EXTRACTED DATA:
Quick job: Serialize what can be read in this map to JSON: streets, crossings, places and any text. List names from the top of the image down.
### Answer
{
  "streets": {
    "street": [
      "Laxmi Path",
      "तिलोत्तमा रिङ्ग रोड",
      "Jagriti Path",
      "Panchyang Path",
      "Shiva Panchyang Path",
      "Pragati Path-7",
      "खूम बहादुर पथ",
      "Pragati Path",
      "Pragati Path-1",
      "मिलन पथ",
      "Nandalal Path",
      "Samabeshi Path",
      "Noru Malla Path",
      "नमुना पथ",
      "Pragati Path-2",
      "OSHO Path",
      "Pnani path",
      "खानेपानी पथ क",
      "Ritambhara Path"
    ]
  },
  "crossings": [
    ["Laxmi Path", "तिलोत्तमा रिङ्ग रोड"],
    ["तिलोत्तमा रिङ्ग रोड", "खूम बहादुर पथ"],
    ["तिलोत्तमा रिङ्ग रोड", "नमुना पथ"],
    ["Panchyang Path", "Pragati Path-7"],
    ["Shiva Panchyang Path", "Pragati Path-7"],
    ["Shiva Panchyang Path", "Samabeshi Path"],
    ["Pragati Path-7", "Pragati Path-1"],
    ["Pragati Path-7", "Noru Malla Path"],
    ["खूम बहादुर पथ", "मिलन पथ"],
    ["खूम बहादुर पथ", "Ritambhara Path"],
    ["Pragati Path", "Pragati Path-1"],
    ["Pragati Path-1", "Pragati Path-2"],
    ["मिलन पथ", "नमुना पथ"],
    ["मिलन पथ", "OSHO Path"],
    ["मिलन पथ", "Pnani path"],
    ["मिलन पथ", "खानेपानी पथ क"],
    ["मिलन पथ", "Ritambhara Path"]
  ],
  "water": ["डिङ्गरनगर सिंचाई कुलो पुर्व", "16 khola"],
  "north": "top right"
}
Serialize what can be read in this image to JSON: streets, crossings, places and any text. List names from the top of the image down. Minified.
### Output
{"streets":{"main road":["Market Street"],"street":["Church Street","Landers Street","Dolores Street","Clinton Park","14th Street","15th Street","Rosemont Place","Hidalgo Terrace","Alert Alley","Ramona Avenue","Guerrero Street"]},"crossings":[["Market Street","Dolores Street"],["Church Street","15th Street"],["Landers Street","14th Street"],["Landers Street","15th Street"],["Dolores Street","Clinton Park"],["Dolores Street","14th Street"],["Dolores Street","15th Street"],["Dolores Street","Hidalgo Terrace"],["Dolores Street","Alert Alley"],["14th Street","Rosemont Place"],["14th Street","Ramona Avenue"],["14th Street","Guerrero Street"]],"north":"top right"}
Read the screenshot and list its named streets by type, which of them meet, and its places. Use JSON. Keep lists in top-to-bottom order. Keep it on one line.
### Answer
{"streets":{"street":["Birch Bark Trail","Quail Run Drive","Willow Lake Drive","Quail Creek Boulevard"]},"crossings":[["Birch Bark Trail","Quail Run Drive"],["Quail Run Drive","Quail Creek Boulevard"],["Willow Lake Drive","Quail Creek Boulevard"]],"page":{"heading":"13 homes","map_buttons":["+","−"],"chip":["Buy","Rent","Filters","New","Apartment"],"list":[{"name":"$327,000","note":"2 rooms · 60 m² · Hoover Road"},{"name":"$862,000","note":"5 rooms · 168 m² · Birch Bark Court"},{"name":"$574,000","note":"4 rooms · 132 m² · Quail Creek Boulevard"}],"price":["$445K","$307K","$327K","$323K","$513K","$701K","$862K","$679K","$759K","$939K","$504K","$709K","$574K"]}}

EXERCISE PROMPT: Could you return the lines in the entries above that contain "Serialize"?

SOLUTION TO THE PROBLEM:
Quick job: Serialize what can be read in this map to JSON: streets, crossings, places and any text. List names from the top of the image down.
Serialize what can be read in this image to JSON: streets, crossings, places and any text. List names from the top of the image down. Minified.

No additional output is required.